START Records shown

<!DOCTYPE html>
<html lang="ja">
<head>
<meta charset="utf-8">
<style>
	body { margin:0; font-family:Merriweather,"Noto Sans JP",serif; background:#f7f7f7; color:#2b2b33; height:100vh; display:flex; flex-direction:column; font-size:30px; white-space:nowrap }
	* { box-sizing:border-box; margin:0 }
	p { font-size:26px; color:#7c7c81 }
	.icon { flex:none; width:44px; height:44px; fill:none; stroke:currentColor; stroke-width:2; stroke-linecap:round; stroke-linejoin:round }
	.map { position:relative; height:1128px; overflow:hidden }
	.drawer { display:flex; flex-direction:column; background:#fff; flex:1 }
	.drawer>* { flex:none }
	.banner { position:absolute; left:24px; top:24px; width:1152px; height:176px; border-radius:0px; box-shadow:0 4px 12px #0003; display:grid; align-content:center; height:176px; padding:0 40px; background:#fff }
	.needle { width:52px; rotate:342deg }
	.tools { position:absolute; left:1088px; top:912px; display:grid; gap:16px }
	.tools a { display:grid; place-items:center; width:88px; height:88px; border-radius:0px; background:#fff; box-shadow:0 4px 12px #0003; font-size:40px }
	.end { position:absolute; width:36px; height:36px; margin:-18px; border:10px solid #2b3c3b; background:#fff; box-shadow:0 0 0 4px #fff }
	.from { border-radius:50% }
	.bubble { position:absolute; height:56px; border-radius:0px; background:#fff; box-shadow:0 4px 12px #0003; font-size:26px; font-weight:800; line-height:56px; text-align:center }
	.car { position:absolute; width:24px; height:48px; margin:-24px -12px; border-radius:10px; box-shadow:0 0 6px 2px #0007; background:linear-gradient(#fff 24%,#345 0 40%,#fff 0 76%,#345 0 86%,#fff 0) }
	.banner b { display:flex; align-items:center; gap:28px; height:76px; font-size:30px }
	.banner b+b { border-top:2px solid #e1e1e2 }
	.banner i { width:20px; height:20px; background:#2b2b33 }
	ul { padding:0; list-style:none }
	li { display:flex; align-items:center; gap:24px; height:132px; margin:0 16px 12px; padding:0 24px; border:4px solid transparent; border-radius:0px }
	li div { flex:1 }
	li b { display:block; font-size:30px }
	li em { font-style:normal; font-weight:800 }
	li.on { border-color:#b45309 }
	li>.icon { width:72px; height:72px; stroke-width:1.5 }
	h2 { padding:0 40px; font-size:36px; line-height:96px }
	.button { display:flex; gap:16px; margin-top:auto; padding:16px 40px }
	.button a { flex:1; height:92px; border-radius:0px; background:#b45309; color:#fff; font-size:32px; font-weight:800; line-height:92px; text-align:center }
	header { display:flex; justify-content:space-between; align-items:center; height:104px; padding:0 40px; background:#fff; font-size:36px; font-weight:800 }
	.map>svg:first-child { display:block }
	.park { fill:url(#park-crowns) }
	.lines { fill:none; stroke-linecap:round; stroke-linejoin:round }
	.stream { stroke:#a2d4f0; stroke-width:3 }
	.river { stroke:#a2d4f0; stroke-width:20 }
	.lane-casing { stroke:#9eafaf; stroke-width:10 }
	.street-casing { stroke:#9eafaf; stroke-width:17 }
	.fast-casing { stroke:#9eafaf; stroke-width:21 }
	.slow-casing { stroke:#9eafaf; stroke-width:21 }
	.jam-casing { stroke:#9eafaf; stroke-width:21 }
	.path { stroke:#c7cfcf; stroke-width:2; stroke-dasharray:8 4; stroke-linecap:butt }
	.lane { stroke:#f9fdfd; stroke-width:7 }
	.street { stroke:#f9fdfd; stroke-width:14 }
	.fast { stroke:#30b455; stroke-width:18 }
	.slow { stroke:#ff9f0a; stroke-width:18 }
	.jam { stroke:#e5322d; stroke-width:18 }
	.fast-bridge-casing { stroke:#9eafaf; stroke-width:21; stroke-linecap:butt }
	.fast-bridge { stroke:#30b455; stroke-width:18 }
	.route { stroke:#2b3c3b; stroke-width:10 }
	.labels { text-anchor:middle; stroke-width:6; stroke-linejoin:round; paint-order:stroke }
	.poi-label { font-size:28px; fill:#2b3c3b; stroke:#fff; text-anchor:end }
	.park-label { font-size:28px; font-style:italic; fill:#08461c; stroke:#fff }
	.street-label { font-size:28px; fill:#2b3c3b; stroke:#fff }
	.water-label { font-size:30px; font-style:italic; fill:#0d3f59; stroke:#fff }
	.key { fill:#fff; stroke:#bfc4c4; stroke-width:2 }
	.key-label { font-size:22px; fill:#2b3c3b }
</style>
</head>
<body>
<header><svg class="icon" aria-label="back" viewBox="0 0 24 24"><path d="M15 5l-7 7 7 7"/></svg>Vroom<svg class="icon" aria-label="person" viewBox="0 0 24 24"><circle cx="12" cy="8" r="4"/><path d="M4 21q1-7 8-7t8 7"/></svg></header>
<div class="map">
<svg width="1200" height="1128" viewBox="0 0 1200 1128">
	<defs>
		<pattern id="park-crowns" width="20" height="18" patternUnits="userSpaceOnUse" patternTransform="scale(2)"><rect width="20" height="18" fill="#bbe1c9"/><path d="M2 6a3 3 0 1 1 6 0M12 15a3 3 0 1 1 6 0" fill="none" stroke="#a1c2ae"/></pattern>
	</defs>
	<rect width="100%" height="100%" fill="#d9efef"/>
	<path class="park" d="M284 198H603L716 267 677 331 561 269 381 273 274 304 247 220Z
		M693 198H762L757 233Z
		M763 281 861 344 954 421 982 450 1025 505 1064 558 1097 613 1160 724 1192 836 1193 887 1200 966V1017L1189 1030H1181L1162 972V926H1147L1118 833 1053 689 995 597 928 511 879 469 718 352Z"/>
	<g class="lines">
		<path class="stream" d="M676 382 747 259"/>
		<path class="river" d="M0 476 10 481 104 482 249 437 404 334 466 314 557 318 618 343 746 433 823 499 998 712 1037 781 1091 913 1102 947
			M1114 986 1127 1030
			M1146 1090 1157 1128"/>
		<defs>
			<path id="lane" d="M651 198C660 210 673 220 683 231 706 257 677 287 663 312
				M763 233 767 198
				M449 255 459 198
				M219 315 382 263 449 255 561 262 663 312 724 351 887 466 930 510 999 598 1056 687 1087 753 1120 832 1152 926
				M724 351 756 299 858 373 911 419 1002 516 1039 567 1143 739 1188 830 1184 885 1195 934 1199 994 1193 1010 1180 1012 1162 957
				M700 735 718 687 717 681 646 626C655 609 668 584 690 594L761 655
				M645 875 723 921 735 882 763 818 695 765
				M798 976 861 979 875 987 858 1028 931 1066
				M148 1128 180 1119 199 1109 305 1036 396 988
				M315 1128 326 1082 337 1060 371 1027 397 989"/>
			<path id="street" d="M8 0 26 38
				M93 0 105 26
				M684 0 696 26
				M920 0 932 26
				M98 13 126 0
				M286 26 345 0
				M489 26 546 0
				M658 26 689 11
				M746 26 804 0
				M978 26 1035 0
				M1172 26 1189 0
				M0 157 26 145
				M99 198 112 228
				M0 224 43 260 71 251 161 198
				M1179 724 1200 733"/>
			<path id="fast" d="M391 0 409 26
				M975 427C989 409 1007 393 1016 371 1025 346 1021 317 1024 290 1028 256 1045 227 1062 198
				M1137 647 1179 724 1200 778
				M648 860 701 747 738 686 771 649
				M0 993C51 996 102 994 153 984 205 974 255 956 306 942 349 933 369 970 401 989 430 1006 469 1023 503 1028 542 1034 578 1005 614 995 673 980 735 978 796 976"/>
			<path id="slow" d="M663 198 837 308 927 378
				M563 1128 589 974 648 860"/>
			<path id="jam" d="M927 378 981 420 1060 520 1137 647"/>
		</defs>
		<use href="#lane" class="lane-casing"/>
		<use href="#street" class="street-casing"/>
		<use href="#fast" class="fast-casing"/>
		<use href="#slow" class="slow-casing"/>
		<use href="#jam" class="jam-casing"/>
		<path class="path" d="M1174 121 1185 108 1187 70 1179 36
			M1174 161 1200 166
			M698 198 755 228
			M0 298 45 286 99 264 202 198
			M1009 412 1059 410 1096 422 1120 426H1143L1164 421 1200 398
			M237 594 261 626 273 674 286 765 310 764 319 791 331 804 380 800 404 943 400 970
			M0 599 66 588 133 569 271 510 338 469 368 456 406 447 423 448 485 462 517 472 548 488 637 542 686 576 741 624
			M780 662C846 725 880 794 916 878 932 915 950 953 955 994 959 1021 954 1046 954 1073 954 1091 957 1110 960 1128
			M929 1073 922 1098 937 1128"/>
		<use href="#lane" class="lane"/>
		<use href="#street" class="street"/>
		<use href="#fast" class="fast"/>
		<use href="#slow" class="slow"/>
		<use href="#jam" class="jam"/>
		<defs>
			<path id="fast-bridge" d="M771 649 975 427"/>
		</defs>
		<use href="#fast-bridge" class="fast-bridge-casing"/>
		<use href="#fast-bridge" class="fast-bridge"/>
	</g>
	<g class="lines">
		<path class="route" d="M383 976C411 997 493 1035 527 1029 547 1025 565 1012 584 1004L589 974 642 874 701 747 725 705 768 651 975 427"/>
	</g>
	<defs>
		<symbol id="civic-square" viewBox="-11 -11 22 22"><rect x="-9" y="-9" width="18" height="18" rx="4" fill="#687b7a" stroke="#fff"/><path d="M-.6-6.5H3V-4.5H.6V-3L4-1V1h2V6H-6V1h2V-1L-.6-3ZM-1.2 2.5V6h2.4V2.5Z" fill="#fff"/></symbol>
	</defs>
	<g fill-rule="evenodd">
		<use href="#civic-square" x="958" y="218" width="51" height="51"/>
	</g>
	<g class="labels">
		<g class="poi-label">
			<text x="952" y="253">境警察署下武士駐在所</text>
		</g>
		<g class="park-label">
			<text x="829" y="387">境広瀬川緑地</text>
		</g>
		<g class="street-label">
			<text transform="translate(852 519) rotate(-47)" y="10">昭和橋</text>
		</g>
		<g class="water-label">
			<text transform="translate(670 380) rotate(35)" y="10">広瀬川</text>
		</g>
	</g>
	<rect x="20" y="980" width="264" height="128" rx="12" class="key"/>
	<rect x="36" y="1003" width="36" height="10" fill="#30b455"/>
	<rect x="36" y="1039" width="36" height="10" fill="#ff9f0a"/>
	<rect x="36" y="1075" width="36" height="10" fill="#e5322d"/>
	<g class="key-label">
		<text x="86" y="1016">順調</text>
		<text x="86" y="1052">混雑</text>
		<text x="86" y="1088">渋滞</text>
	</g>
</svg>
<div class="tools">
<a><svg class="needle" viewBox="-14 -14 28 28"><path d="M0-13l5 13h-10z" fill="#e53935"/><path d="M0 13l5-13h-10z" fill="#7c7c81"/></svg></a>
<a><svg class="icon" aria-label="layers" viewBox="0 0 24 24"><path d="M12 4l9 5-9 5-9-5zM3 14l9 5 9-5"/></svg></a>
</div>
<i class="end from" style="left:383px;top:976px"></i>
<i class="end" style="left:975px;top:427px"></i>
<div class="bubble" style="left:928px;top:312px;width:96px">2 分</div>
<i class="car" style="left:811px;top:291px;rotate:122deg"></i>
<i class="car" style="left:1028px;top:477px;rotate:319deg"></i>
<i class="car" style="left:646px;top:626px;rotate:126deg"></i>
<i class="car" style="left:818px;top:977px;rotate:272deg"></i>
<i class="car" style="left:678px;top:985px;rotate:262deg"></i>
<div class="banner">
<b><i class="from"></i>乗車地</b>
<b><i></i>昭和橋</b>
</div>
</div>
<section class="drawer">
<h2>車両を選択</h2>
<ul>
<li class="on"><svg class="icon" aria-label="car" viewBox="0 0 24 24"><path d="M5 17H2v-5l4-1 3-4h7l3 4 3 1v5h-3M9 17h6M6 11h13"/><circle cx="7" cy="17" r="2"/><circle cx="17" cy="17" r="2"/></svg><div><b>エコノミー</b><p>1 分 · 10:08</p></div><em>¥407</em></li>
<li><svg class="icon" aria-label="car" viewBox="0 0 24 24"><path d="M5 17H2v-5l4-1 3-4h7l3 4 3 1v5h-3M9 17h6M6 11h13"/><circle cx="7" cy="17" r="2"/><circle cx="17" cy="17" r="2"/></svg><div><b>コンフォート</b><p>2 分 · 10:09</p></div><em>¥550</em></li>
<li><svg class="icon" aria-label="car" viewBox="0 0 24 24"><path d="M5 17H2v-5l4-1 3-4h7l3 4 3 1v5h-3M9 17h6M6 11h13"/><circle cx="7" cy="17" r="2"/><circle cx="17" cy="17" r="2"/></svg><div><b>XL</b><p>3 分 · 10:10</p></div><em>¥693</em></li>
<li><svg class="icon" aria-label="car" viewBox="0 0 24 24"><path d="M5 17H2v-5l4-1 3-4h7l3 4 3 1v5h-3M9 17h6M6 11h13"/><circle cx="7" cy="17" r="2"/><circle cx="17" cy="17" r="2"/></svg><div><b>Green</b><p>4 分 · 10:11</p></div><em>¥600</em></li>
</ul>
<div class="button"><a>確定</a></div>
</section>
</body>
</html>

END Records shown

> **Work task**
The expected output is the exact run of lines from the start of the entries through the line with "flex:none; width:44px; height:44px;", inclusive.

> **Response to this exercise**
<!DOCTYPE html>
<html lang="ja">
<head>
<meta charset="utf-8">
<style>
	body { margin:0; font-family:Merriweather,"Noto Sans JP",serif; background:#f7f7f7; color:#2b2b33; height:100vh; display:flex; flex-direction:column; font-size:30px; white-space:nowrap }
	* { box-sizing:border-box; margin:0 }
	p { font-size:26px; color:#7c7c81 }
	.icon { flex:none; width:44px; height:44px; fill:none; stroke:currentColor; stroke-width:2; stroke-linecap:round; stroke-linejoin:round }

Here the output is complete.